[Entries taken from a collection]
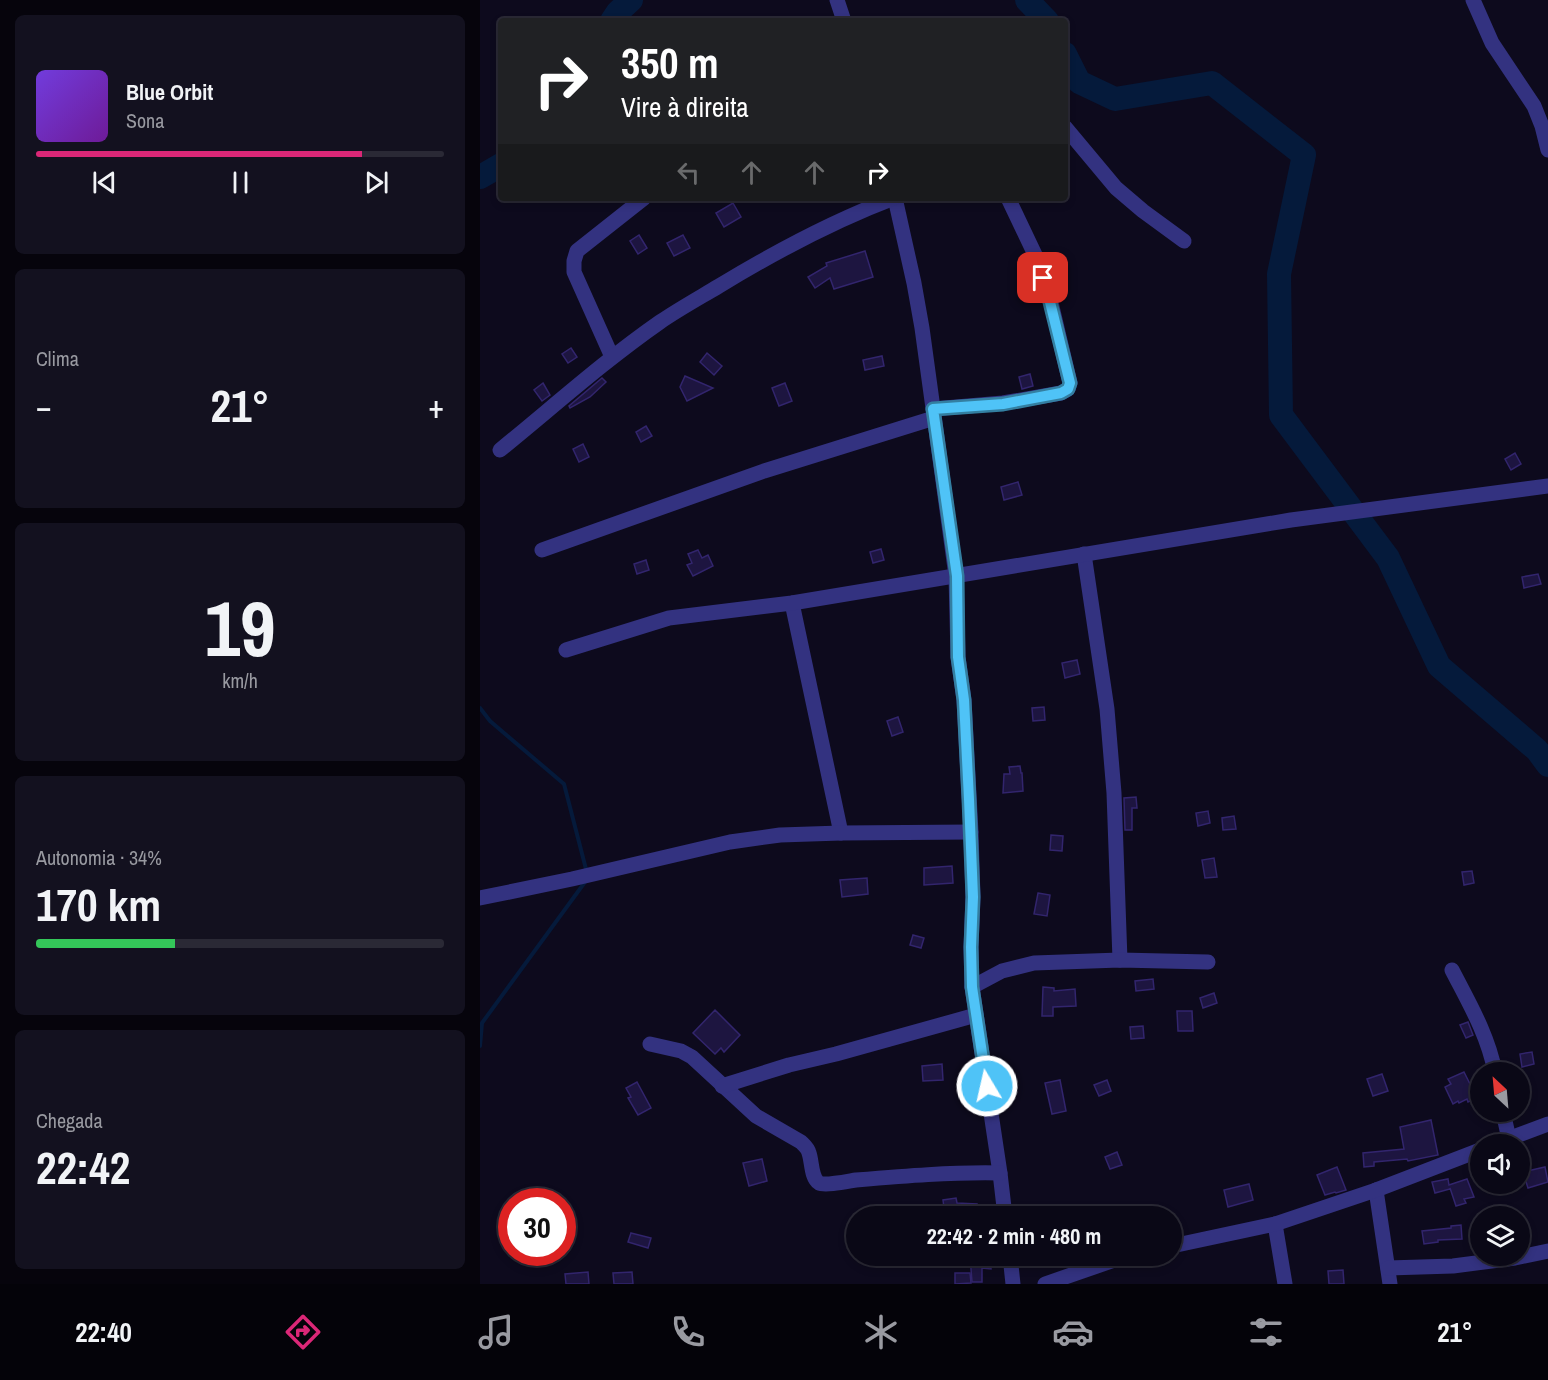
<!DOCTYPE html>
<html lang="pt">
<meta charset="utf-8">
<style>
body{margin:0;font-family:"Archivo Narrow",sans-serif;background:#13111f;color:#f1f3f6;height:100vh;display:flex;flex-direction:column;font-size:22px;white-space:nowrap}
*{box-sizing:border-box;margin:0}
p{font-size:20px;color:#999aa1}
.icon{flex:none;width:33px;height:33px;fill:none;stroke:currentColor;stroke-width:2;stroke-linecap:round;stroke-linejoin:round}
.map{position:relative;flex:1;overflow:hidden}
.side{display:flex;flex-direction:column;gap:15px;padding:15px;background:#06040c;width:480px}
.side>*{flex:none}
.guide{position:absolute;left:18px;top:18px;width:570px;height:183px;border-radius:6px;box-shadow:0 3px 9px #0003,0 0 0 2px #2a2935;background:#202124;color:#fff;overflow:hidden}
.needle{width:39px;rotate:334deg}
.tools{position:absolute;left:990px;top:1062px;display:grid;gap:12px}
.tools a{display:grid;place-items:center;width:60px;height:60px;border-radius:50%;background:#0a0816;box-shadow:0 3px 9px #0003,0 0 0 2px #2a2935;font-size:30px}
.speed{position:absolute;left:18px;top:1188px;display:flex;gap:12px;font-size:30px;font-weight:700;text-align:center}
.speed>*{display:grid;place-content:center;width:78px;height:78px;border-radius:50%;background:#0a0816;box-shadow:0 3px 9px #0003,0 0 0 2px #2a2935;line-height:1}
.speed .limit{border:9px solid #d22;background:#fff;color:#111}
.pin{position:absolute;display:grid;place-items:center;width:51px;height:51px;color:#fff;margin:-26px;border-radius:12px;box-shadow:0 3px 9px #0006}
.me{position:absolute;width:66px;margin:-33px;rotate:351deg;stroke-linejoin:round;filter:drop-shadow(0 0 4px #0008)}
.turn{display:flex;align-items:center;gap:21px;height:126px;padding:0 24px;font-size:27px}
.turn .icon{width:78px;height:78px;stroke-width:2.5}
.turn b{display:block;font-size:42px;line-height:51px}
.lanes{display:flex;align-items:center;height:57px;padding:0 24px;background:#0003;justify-content:center;gap:30px;direction:ltr}
.lanes .off{opacity:.35}
.big{font-size:45px;font-weight:800;line-height:1.1}
.side .widget{flex:1;display:flex;flex-direction:column;justify-content:center;gap:9px;min-width:0;padding:0 21px;border-radius:9px;background:#13111f}
.side .dial{align-items:center;gap:0}
.dial b{font-size:78px;line-height:1}
.song{display:flex;align-items:center;gap:18px}
.cover{width:72px;height:72px;border-radius:9px;background:linear-gradient(135deg,hsl(260 70% 55%),hsl(280 70% 35%))}
.played{height:6px;border-radius:3px;background:linear-gradient(90deg,#db2777 80%,#2a2935 80%)}
.keys{display:flex;justify-content:space-around;direction:ltr}
.heat{display:flex;justify-content:space-between;align-items:center;font-size:33px;direction:ltr}
.charge{height:9px;border-radius:4px;background:linear-gradient(90deg,#34c759 34%,#2a2935 0)}
.trip{position:absolute;left:366px;top:1206px;width:336px;height:60px;border-radius:30px;background:#0a0816;box-shadow:0 3px 9px #0003,0 0 0 2px #2a2935;font-weight:800;line-height:60px;text-align:center}
.menu{display:flex;height:96px;justify-content:space-around;align-items:center;background:#040309;color:#999aa1}
.menu .icon{width:42px;height:42px}
.menu .active{color:#db2777}
.menu b{font-size:27px;color:#f1f3f6}
main{display:flex;flex:1;min-height:0}
.map>svg:first-child{display:block}
.lines{fill:none;stroke-linecap:round;stroke-linejoin:round}
.stream{stroke:#051a3b;stroke-width:4}
.river{stroke:#051a3b;stroke-width:24}
.building{fill:#1d1540;stroke:#32256d;stroke-width:1.5}
.street{stroke:#333280;stroke-width:15}
.route-casing{stroke:#337fa1;stroke-width:15}
.route{stroke:#4fc3f7;stroke-width:10}
</style>
<main>
<section class="side">
<div class="widget">
<div class="song"><i class="cover"></i><div><b>Blue Orbit</b><p>Sona</p></div></div>
<div class="played"></div>
<div class="keys"><svg class="icon" aria-label="previous" viewBox="0 0 24 24"><path d="M18 5L8 12l10 7zM5 5v14"/></svg><svg class="icon" aria-label="pause" viewBox="0 0 24 24"><path d="M8 5v14M16 5v14"/></svg><svg class="icon" aria-label="next" viewBox="0 0 24 24"><path d="M6 5l10 7-10 7zM19 5v14"/></svg></div>
</div>
<div class="widget"><p>Clima</p>
<div class="heat"><a>−</a><b class="big">21°</b><a>+</a></div>
</div>
<div class="widget dial"><b>19</b><p>km/h</p></div>
<div class="widget"><p>Autonomia · 34%</p><b class="big">170 km</b><div class="charge"></div></div>
<div class="widget"><p>Chegada</p><b class="big">22:42</b></div>
</section>
<div class="map">
<svg width="1068" height="1284" viewBox="0 0 1068 1284">
<rect width="100%" height="100%" fill="#0d0a1d"/>
<g class="lines">
<!-- stream -->
<g class="stream">
<polyline points="0,708 10,721 84,784 107,873"/>
<polyline points="0,1046 2,1023 105,882"/>
</g>
<!-- river -->
<g class="river">
<polyline points="547,0 567,21"/>
<polyline points="132,21 138,12 151,0"/>
<polyline points="585,54 599,82 635,99 732,83 824,155 799,274 801,415 908,558 959,666 1057,750 1068,765"/>
<polyline points="0,177 21,165"/>
</g>
</g>
<!-- building -->
<g class="building">
<polygon points="253,203 261,217 244,227 236,213"/>
<polygon points="159,235 167,248 158,254 150,241"/>
<polygon points="203,235 210,248 194,256 187,243"/>
<polygon points="385,251 393,277 354,289 350,278 335,288 328,277 347,266 346,263"/>
<polygon points="91,348 97,357 88,363 82,354"/>
<polygon points="227,353 242,366 234,375 220,362"/>
<polygon points="402,356 404,366 385,370 383,360"/>
<polygon points="550,374 553,386 542,389 539,377"/>
<polygon points="205,376 233,388 207,401 200,387"/>
<polygon points="122,378 126,382 110,397 90,408 89,406"/>
<polygon points="63,383 70,395 62,401 54,390"/>
<polygon points="305,383 312,401 299,406 292,388"/>
<polygon points="166,426 172,436 161,442 156,432"/>
<polygon points="103,444 109,457 99,462 93,449"/>
<polygon points="1035,453 1041,464 1031,470 1025,459"/>
<polygon points="538,482 542,495 524,500 521,487"/>
<polygon points="401,549 404,560 393,563 390,552"/>
<polygon points="218,550 222,558 228,555 233,566 213,576 207,565 212,563 208,554"/>
<polygon points="166,560 169,570 157,574 154,564"/>
<polygon points="1058,574 1061,584 1044,588 1042,577"/>
<polygon points="597,660 600,674 585,678 582,663"/>
<polygon points="564,707 565,720 553,721 552,708"/>
<polygon points="418,717 423,732 412,736 407,721"/>
<polygon points="540,766 541,773 542,773 543,791 523,793 524,774 530,774 529,767"/>
<polygon points="656,797 657,808 652,808 652,830 645,830 644,798"/>
<polygon points="728,811 730,823 718,826 716,813"/>
<polygon points="754,816 756,829 743,830 742,818"/>
<polygon points="571,835 583,836 582,851 570,850"/>
<polygon points="734,858 737,877 725,878 722,860"/>
<polygon points="472,866 473,883 444,885 444,868"/>
<polygon points="992,871 994,883 984,885 982,872"/>
<polygon points="387,878 388,894 362,897 360,880"/>
<polygon points="558,893 570,895 567,916 554,914"/>
<polygon points="433,935 444,938 441,948 430,945"/>
<polygon points="673,979 674,989 656,991 655,981"/>
<polygon points="563,987 574,988 574,991 595,989 596,1006 573,1007 573,1016 562,1016"/>
<polygon points="734,993 737,1003 723,1008 720,998"/>
<polygon points="235,1010 260,1035 244,1052 241,1048 235,1054 213,1033"/>
<polygon points="697,1011 712,1011 713,1031 698,1031"/>
<polygon points="988,1022 993,1035 986,1038 980,1025"/>
<polygon points="663,1026 664,1038 651,1039 650,1027"/>
<polygon points="1052,1052 1054,1064 1042,1067 1040,1054"/>
<polygon points="462,1064 463,1080 443,1081 442,1066"/>
<polygon points="984,1072 997,1098 988,1102 987,1099 979,1103 978,1101 973,1104 965,1087 971,1084 968,1079"/>
<polygon points="902,1074 908,1091 893,1096 887,1079"/>
<polygon points="580,1080 586,1111 572,1114 565,1083"/>
<polygon points="627,1080 631,1091 619,1096 614,1085"/>
<polygon points="157,1082 171,1108 158,1115 148,1098 151,1097 146,1088"/>
<polygon points="951,1120 958,1155 928,1161 927,1159 894,1162 894,1166 884,1167 883,1153 924,1149 920,1127"/>
<polygon points="637,1152 642,1165 630,1169 625,1157"/>
<polygon points="282,1159 287,1181 269,1186 263,1163"/>
<polygon points="857,1167 866,1190 856,1193 855,1192 845,1195 837,1175"/>
<polygon points="1065,1167 1068,1182 1048,1188 1043,1172"/>
<polygon points="968,1179 969,1185 987,1179 994,1197 984,1199 986,1203 976,1206 970,1188 970,1189 955,1193 952,1182"/>
<polygon points="769,1184 773,1200 748,1207 744,1190"/>
<polygon points="476,1198 477,1203 497,1204 496,1216 465,1216 463,1200"/>
<polygon points="981,1225 982,1239 958,1240 958,1242 944,1244 942,1231 971,1228 971,1226"/>
<polygon points="151,1233 171,1238 168,1248 148,1242"/>
<polygon points="490,1256 511,1256 511,1269 502,1268 502,1282 492,1282"/>
<polygon points="863,1270 864,1284 849,1284 848,1271"/>
<polygon points="108,1272 109,1284 86,1284 85,1274"/>
<polygon points="152,1272 153,1284 134,1284 133,1273"/>
<polygon points="475,1273 490,1273 491,1283 475,1284"/>
</g>
<g class="lines">
<!-- street -->
<g class="street">
<polyline points="357,0 364,21"/>
<polyline points="993,0 1012,43 1054,106 1062,126 1068,150"/>
<polyline points="585,127 636,188 663,211 704,241"/>
<polyline points="415,198 434,283 442,328 476,576 478,657 484,700 491,832 493,897 491,947 492,987 520,1173 525,1216"/>
<polyline points="132,357 94,272 94,261 97,251 164,198"/>
<polyline points="453,409 523,403 581,393 588,389 590,383 569,294 558,261 528,198"/>
<path d="M 20,450 C 73,407 124,361 180,322 C 199,309 219,298 239,286 C 295,252 353,221 414,198"/>
<polyline points="62,550 284,471 454,418"/>
<polyline points="604,554 627,709 634,793 640,960"/>
<polyline points="312,603 361,833"/>
<polyline points="86,650 189,618 312,603 811,520 1068,486"/>
<polyline points="0,898 92,879 250,842 300,835 361,833 491,832"/>
<path d="M 972,970 C 989,1003 1008,1035 1015,1072"/>
<polyline points="492,987 522,971 554,963 640,960 728,962"/>
<path d="M 170,1044 L 201,1051 L 212,1057 L 276,1116 L 321,1142 C 324,1145 328,1148 329,1153 C 332,1161 331,1178 339,1183 C 345,1186 369,1181 376,1180 C 424,1176 472,1172 520,1173"/>
<polyline points="242,1086 309,1065 356,1054 496,1015"/>
<polyline points="1023,1112 1029,1139"/>
<polyline points="1014,1144 1068,1124"/>
<polyline points="896,1190 910,1284"/>
<polyline points="795,1224 805,1284"/>
<polyline points="692,1246 795,1224 896,1190 1000,1150"/>
<polyline points="530,1256 533,1284"/>
<polyline points="908,1268 973,1266 1035,1258 1068,1251"/>
<polyline points="565,1284 646,1256"/>
</g>
</g>
<g class="lines">
<defs>
<polyline id="route" points="507,1086 492,987 491,947 493,897 489,799 484,700 478,657 477,576 453,409 523,404 581,393 588,389 590,383 568,294 563,278"/>
</defs>
<!-- route casing -->
<use href="#route" class="route-casing"/>
<!-- route -->
<use href="#route" class="route"/>
</g>
</svg>
<div class="tools">
<a><svg class="needle" viewBox="-14 -14 28 28"><path d="M0-13l5 13h-10z" fill="#e53935"/><path d="M0 13l5-13h-10z" fill="#999aa1"/></svg></a>
<a><svg class="icon" aria-label="sound" viewBox="0 0 24 24"><path d="M4 9h4l5-4v14l-5-4H4zM17 9q2 3 0 6"/></svg></a>
<a><svg class="icon" aria-label="layers" viewBox="0 0 24 24"><path d="M12 4l9 5-9 5-9-5zM3 14l9 5 9-5"/></svg></a>
</div>
<div class="speed"><div class="limit">30</div></div>
<div class="pin" style="left:563px;top:278px;background:#d93025"><svg class="icon" aria-label="arrive" viewBox="0 0 24 24"><path d="M6 21V4h12l-3 4 3 4H6"/></svg></div>
<svg class="me" style="left:507px;top:1086px" viewBox="-20 -20 40 40"><circle r="17" fill="#4fc3f7" stroke="#fff" stroke-width="3"/><path d="M0-11L8 9 0 5-8 9z" fill="#fff"/></svg>
<div class="trip">22:42 · 2 min · 480 m</div>
<div class="guide">
<div class="turn"><svg class="icon" aria-label="right" viewBox="0 0 24 24"><path d="M7 20v-9h11M14 6l5 5-5 5"/></svg><div><b>350 m</b>Vire à direita</div></div>
<div class="lanes"><svg class="icon off" aria-label="left" viewBox="0 0 24 24"><path d="M17 20v-9H6M10 6l-5 5 5 5"/></svg><svg class="icon off" aria-label="ahead" viewBox="0 0 24 24"><path d="M12 20V5M6 11l6-6 6 6"/></svg><svg class="icon off" aria-label="ahead" viewBox="0 0 24 24"><path d="M12 20V5M6 11l6-6 6 6"/></svg><svg class="icon" aria-label="right" viewBox="0 0 24 24"><path d="M7 20v-9h11M14 6l5 5-5 5"/></svg></div>
</div>
</div>
</main>
<nav class="menu">
<b>22:40</b>
<svg class="icon active" aria-label="directions" viewBox="0 0 24 24"><path d="M12 3l9 9-9 9-9-9zM9 14v-3h6M13 9l2 2-2 2"/></svg>
<svg class="icon" aria-label="music" viewBox="0 0 24 24"><path d="M9 18V5l10-2v13"/><circle cx="6" cy="18" r="3"/><circle cx="16" cy="16" r="3"/></svg>
<svg class="icon" aria-label="phone" viewBox="0 0 24 24"><path d="M5 4h4l2 5-3 2q2 4 5 5l2-3 5 2v4C11 20 4 13 5 4z"/></svg>
<svg class="icon" aria-label="climate" viewBox="0 0 24 24"><path d="M12 3v18M4 7l16 10M4 17L20 7"/></svg>
<svg class="icon" aria-label="car" viewBox="0 0 24 24"><path d="M5 17H2v-5l4-1 3-4h7l3 4 3 1v5h-3M9 17h6M6 11h13"/><circle cx="7" cy="17" r="2"/><circle cx="17" cy="17" r="2"/></svg>
<svg class="icon" aria-label="filters" viewBox="0 0 24 24"><path d="M4 7h16M4 17h16"/><circle cx="9" cy="7" r="2"/><circle cx="15" cy="17" r="2"/></svg>
<b>21°</b>
</nav>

*WHAT THE TASK REQUIRES*.
Gather up the lines containing the word "needle" from these records and copy them.

*SOLUTION TO THIS PROBLEM*.
.needle{width:39px;rotate:334deg}
<a><svg class="needle" viewBox="-14 -14 28 28"><path d="M0-13l5 13h-10z" fill="#e53935"/><path d="M0 13l5-13h-10z" fill="#999aa1"/></svg></a>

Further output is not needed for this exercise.